J Cardiovasc Thorac Res. 14(1):47-52. doi: 10.34172/jcvtr.2022.06Original Article
The fate of the fresh autologous pericardium after right ventricular outflow tract reconstruction
Hassan Tatari 1, Gholamreza Omrani 1, *, Maedeh Arabian 1, Kambiz Mozaffari 1, Yaser Toloueitabar 1, *, Sanaz Asadian 1, Nader Givtaj 1, Maziar Gholampour Dehaki 1, Amirhosein Jalali 1
1Rajaie Cardiovascular Medical and Research Center, Iran University of Medical Sciences, Tehran, Iran
*Corresponding Authors: Gholamreza Omrani, Email: gromrani@gmail.com, Yaser Toloueitabar, Email: yasertolouei@yahoo.com, yasertolouei@rhc.ac.ir
Abstract
Introduction:
The autologous pericardium, treated or fresh, is used in reconstructive cardiovascular surgery. We aimed to describe the features of fresh pericardium utilized in right ventricular outflow tract (RVOT) reconstruction, years after the initial surgery.
Methods:
This cross-sectional study was performed on 72 patients (65.3% male, mean age =18.68 ± 9.63 y) with a history of RVOT reconstruction with the fresh autologous pericardium who underwent reoperation. During the surgery, a 1 × 1 cm sample was cut from the previous pericardial patch, and hematoxylin and eosin (H & E), Masson’s trichrome, and immunohistochemistry (IHC) staining was conducted. All the stained slides were evaluated,and the descriptive results were explained.
Results:
The mean follow-up duration was 13.48 ± 7.38 years. In preoperative evaluations,53 (73.6%) patients exhibited no RVOT dilatation, 17 (23.6%) showed mild RVOT dilatation,and 2 (2.8%) had RVOT aneurysms. The H & E staining revealed no calcification in 80.55%(58/72), mild calcification in 9.72% (7/72), and moderate calcification in 9.72% (7/72) of the total samples. None of the specimens demonstrated a marked calcification.
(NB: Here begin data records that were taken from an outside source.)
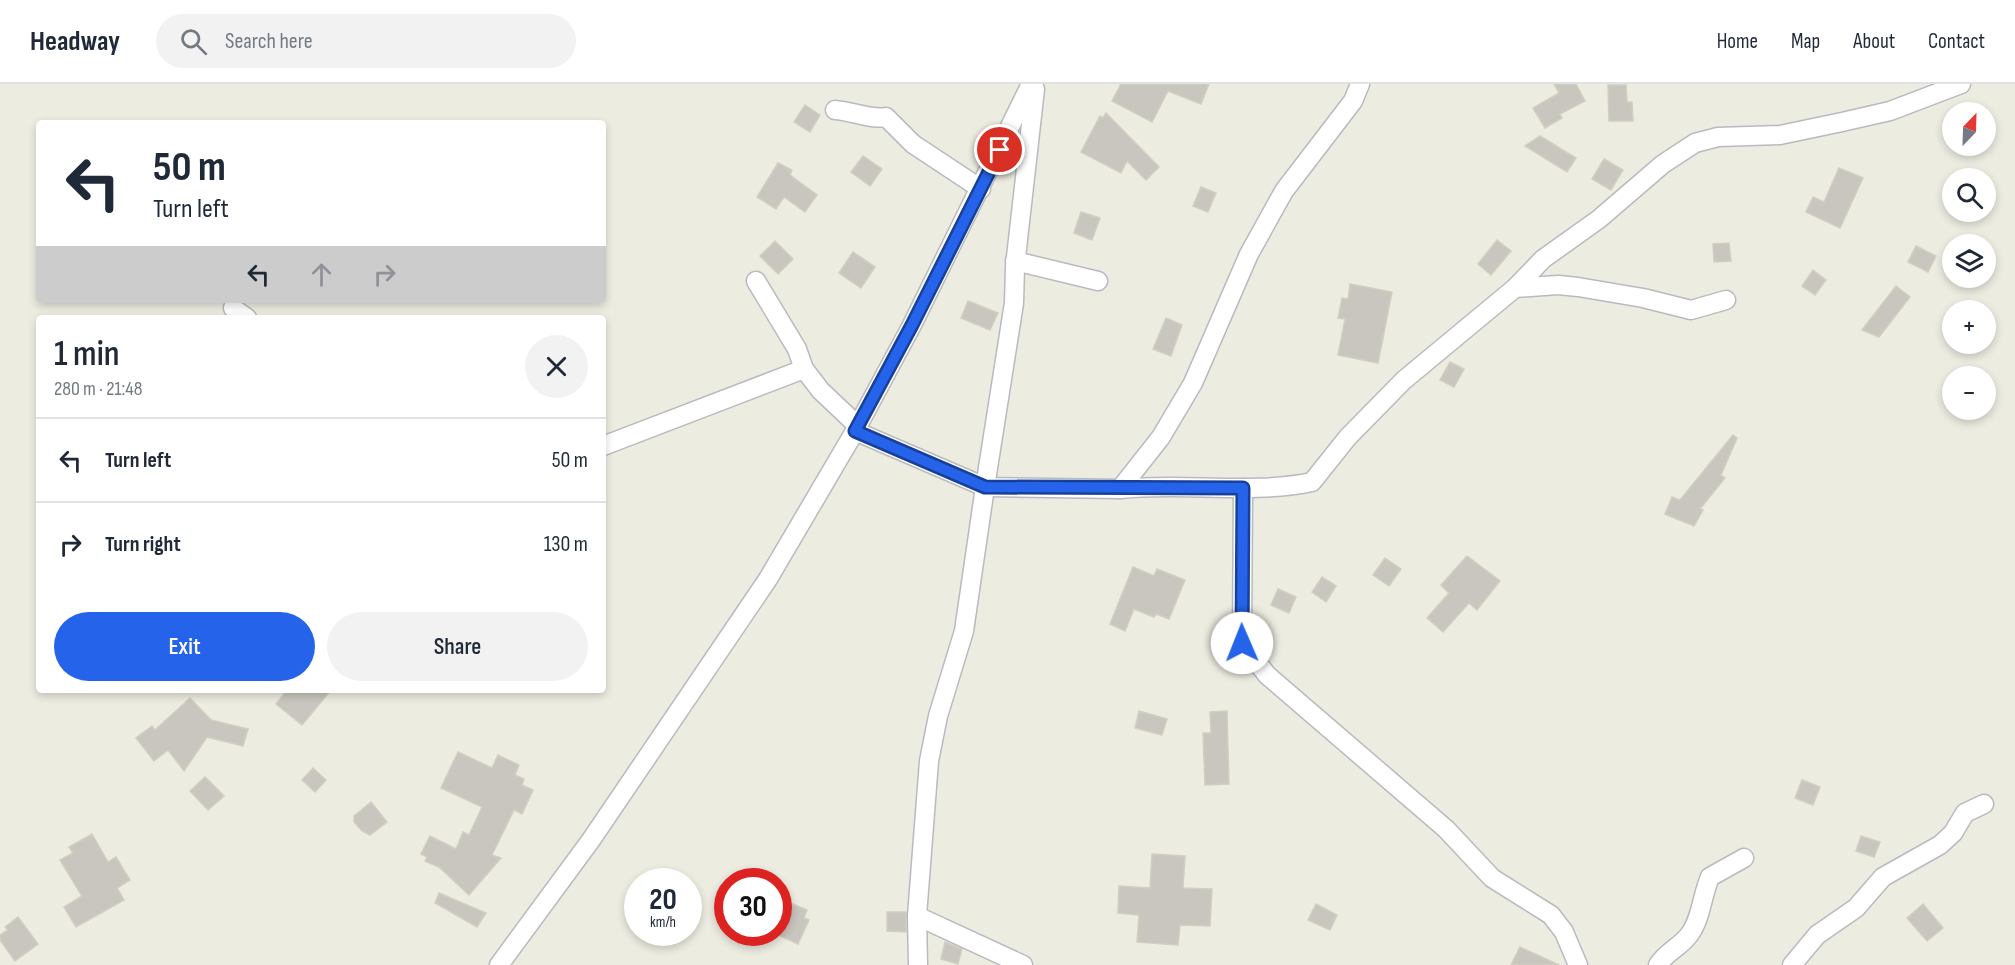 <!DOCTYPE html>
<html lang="en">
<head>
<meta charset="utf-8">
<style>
  :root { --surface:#fff; --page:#f2f2f3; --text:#1f2937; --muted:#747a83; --line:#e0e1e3; --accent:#2563eb }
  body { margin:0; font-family:"Sofia Sans Condensed",sans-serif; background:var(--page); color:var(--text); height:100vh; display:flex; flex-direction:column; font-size:22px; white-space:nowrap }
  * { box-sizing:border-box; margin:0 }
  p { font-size:20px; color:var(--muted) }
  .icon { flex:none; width:33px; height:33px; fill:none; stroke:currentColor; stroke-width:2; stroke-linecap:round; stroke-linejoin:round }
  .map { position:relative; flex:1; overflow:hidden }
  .sheet { position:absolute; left:36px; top:231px; width:570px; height:378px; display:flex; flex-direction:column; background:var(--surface); border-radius:6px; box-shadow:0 3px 9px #0003 }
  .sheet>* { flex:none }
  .top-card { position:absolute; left:36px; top:36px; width:570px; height:183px; border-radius:6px; box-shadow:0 3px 9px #0003; background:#fff; color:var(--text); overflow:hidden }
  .needle { width:39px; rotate:23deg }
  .controls { position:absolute; left:1942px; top:18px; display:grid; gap:12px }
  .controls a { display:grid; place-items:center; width:54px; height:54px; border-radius:50%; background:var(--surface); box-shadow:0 3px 9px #0003; font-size:30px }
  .speed { position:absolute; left:624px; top:784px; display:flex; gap:12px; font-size:30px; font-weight:700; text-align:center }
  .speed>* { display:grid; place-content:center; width:78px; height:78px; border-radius:50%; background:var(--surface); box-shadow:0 3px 9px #0003; line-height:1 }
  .speed small { font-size:15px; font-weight:400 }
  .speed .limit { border:9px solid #d22; background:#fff; color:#111 }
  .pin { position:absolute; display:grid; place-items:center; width:51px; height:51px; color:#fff; margin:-26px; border:3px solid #fff; border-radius:50%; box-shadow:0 2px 6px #0007 }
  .me { position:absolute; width:66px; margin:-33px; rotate:359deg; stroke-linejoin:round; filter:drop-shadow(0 0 4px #0008) }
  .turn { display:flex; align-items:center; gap:21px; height:126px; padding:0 18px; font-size:27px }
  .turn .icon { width:78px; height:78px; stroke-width:2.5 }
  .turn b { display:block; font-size:42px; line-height:51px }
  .lanes { display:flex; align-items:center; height:57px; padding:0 18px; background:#0003; justify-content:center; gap:30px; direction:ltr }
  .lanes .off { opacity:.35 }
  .round { display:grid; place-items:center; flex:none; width:63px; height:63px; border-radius:32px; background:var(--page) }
  .head { display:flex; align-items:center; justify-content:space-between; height:102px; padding:0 18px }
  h1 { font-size:36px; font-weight:600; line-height:45px }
  .primary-button { display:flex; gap:12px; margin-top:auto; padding:12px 18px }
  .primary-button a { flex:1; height:69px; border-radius:36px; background:var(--accent); color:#fff; font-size:24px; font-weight:600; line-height:69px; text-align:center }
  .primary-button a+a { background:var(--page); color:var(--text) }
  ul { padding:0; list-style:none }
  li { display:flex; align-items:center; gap:18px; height:84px; padding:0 18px; border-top:2px solid var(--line) }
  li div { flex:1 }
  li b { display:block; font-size:22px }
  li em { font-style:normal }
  header { display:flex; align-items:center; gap:36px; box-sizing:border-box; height:84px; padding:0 30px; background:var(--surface); border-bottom:2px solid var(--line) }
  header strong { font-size:28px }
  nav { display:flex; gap:33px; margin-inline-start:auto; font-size:21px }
  .search { width:420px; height:54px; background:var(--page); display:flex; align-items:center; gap:15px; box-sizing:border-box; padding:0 21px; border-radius:33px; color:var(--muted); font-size:22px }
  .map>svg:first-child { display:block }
  .building { fill:#c8c6be; stroke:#d1cfc0; stroke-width:1.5 }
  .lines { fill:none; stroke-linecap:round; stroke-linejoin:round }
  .minor-casing { stroke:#b9bac0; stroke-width:21 }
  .minor { stroke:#fff; stroke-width:18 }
  .route-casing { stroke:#184099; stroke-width:15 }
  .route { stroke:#2563eb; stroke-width:10 }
</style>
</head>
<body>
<header>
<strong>Headway</strong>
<div class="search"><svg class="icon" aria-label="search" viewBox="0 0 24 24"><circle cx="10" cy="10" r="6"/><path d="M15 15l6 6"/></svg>Search here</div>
<nav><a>Home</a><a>Map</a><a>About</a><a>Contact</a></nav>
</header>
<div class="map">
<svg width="2015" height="881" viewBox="0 0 2015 881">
  <rect width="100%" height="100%" fill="#ecece1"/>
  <g class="building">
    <path d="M1121,0H1209L1201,20L1168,7L1152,38L1112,17Z"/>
    <path d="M1554,0H1576L1585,17L1560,30L1562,34L1545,44L1533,24L1559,9Z"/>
    <path d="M1608,1H1626L1627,18H1632L1633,37H1609Z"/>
    <path d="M805,21L820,31L810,48L794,38Z"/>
    <path d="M1106,29L1159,83L1146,96L1127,77L1121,89L1081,68L1100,32L1103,34Z"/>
    <path d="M1540,52L1576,74L1567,88L1525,62Z"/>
    <path d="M863,72L882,85L870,102L851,88Z"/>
    <path d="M1604,75L1623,86L1611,106L1592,95Z"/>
    <path d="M778,79L792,86L790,91L817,111L805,128L784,113L776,125L757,113Z"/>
    <path d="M1839,84L1863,94L1840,144L1806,128L1813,113L1824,118Z"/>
    <path d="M1201,103L1216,109L1208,128L1193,122Z"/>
    <path d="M1081,128L1100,134L1092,156L1074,149Z"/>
    <path d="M1497,156L1511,167L1491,191L1478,180Z"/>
    <path d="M775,157L793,175L778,190L760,172Z"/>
    <path d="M1729,159L1731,177L1714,178L1713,160Z"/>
    <path d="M1916,162L1936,172L1928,188L1908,178Z"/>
    <path d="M853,168L875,183L861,204L839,189Z"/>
    <path d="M1813,186L1826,196L1815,211L1802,202Z"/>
    <path d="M1350,200L1392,208L1378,279L1338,271L1345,235L1338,234L1342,214L1348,215Z"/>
    <path d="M1896,202L1910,213L1879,253L1862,246Z"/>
    <path d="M968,217L998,229L990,246L961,234Z"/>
    <path d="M1166,234L1182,241L1171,272L1153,265Z"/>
    <path d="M1450,278L1464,285L1454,303L1440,296Z"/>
    <path d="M1733,351L1737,354L1721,391L1725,394L1700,425L1703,426L1694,442L1665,430L1672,413L1680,416Z"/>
    <path d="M1467,472L1500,497L1477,526L1469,519L1443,548L1427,534L1449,509L1441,501Z"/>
    <path d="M1385,474L1401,485L1389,502L1373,491Z"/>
    <path d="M1133,483L1154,492L1157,485L1185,496L1169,535L1156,530L1154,533L1134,525L1125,547L1110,540Z"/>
    <path d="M1322,493L1336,502L1326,518L1312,508Z"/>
    <path d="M1278,505L1296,513L1289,529L1271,521Z"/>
    <path d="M287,606H331L302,641L276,620Z"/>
    <path d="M190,614L211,636L248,645L243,662L207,653L184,687L168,666L154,677L136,654L152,642L155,646Z"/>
    <path d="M1139,627L1167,635L1162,651L1135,644Z"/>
    <path d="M1227,627L1229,700L1205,701L1203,649H1211L1210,628Z"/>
    <path d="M458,668L492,684L498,671L519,681L515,691L524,695L522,701L533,706L522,730L514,726L492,771L501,774L469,811L439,783L425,777L427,773L421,770L430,752L456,765L463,748L469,751L482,723L441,704Z"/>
    <path d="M313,684L326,696L315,708L302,696Z"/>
    <path d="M205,693L224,712L208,726L190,707Z"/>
    <path d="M1802,696L1820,703L1813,721L1795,714Z"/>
    <path d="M371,718L387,738L370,751L362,747L354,738V732Z"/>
    <path d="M92,750L108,778L116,773L130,796L117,804L124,816L76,843L64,823L82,812L60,776L73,769L69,763Z"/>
    <path d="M1861,752L1880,758L1874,773L1856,767Z"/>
    <path d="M1152,770L1185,772L1183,804L1212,805L1210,842L1180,841L1178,861L1137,858L1139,831L1118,829L1119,802L1150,804Z"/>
    <path d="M439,809L486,829L477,843L435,819Z"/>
    <path d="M778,814L807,826L804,834L809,836L798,860L778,851Z"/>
    <path d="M1316,820L1337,831L1330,846L1308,836Z"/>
    <path d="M1923,820L1943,844L1927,857L1907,834Z"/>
    <path d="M887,828H906V848L887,847Z"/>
    <path d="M18,833L38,860L15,877L0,856V851L8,846L5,843Z"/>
    <path d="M945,858L962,865L958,880L941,875Z"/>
    <path d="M1520,863L1559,881H1511Z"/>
  </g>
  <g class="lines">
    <g class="minor-casing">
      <g id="minor">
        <path d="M1035,5L1015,182L1014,219L985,403L1120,405L1161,353L1193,299L1249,170L1284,107L1353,17L1360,0"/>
        <path d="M835,26C851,27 873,36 886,33L913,60L981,105"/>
        <path d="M1015,177L1098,197"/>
        <path d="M756,197L797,265L804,285"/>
        <path d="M1515,204L1558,201L1578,203L1643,214L1691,226L1726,216"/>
        <path d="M233,224L247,234"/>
        <path d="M855,347L985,403L964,547L938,632L929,677L917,832L918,881"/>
        <path d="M603,362L804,285L821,307L857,341"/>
        <path d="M1243,404L1242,559L1267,591L1446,745L1492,794L1551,831L1564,848L1578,881"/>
        <path d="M1120,405C1184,398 1249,411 1312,398L1348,353L1404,296L1515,204L1543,175L1599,135L1663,80L1695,59L1718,53L1780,51L1842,38L1890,27L1961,0"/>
        <path d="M917,832L1023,881"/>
        <path d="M499,881L591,756L768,495L855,347L912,241L1031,0"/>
        <path d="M1658,881C1666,868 1680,863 1689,851C1701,836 1702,811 1710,793L1744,774"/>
        <path d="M1792,881L1817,851L1856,824L1883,793L1940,761L1953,749L1965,729L1984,720"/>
      </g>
    </g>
    <use href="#minor" class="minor"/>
  </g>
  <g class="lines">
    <g class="route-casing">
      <path id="route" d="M1000,66L912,241L855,347L985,403L1243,404L1242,559"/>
    </g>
    <use href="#route" class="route"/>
  </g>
</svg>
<div class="controls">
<a><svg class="needle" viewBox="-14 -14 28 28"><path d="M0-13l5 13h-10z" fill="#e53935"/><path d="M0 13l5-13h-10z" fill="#747a83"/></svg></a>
<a><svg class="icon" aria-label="search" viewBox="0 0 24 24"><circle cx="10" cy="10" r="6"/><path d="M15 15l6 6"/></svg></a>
<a><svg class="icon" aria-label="layers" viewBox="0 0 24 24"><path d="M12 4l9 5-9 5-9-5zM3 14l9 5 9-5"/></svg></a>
<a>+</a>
<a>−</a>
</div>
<div class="speed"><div>20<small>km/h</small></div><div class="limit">30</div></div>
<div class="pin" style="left:1000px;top:66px;background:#d93025"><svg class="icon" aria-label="arrive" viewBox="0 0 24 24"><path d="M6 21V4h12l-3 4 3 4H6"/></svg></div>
<svg class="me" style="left:1242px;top:559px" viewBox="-20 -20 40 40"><circle r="19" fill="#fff"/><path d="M0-13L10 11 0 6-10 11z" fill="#2563eb"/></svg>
<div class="top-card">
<div class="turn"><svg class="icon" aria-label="left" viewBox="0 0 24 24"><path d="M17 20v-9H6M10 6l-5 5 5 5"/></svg><div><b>50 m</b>Turn left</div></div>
<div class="lanes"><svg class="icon" aria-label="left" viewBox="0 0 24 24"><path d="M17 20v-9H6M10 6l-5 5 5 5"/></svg><svg class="icon off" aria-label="ahead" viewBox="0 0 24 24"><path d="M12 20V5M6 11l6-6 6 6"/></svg><svg class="icon off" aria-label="right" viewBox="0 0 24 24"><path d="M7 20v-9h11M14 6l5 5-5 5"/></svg></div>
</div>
<section class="sheet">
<div class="head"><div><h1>1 min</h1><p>280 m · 21:48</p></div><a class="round"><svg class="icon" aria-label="close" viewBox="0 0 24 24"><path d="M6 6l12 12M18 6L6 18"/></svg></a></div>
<ul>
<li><svg class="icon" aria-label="left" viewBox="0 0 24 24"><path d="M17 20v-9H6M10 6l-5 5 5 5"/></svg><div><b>Turn left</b></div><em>50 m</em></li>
<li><svg class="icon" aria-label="right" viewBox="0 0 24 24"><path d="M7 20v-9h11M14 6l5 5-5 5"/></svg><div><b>Turn right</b></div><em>130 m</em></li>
</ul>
<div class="primary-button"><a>Exit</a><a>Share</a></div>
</section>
</div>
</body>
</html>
All the samples were positive for CD31, CD34, smooth muscle alpha-actin, and von Willebrand factor in IHC. In Masson’s trichrome staining, on average, 64.74% (±18.61) of the tissue sections contained collagen fibers.
Conclusion:
The fresh autologous pericardium, utilized for RVOT reconstruction, showed viability, growth potential, positivity for endothelial cell markers, vascular differentiation,insignificant calcification, and no stenosis at long-term follow-up. We would, therefore, suggest it as a suitable choice for such reconstructive operations. Moreover, its usage during total correction of tetralogy of Fallot could be safe, feasible, and durable.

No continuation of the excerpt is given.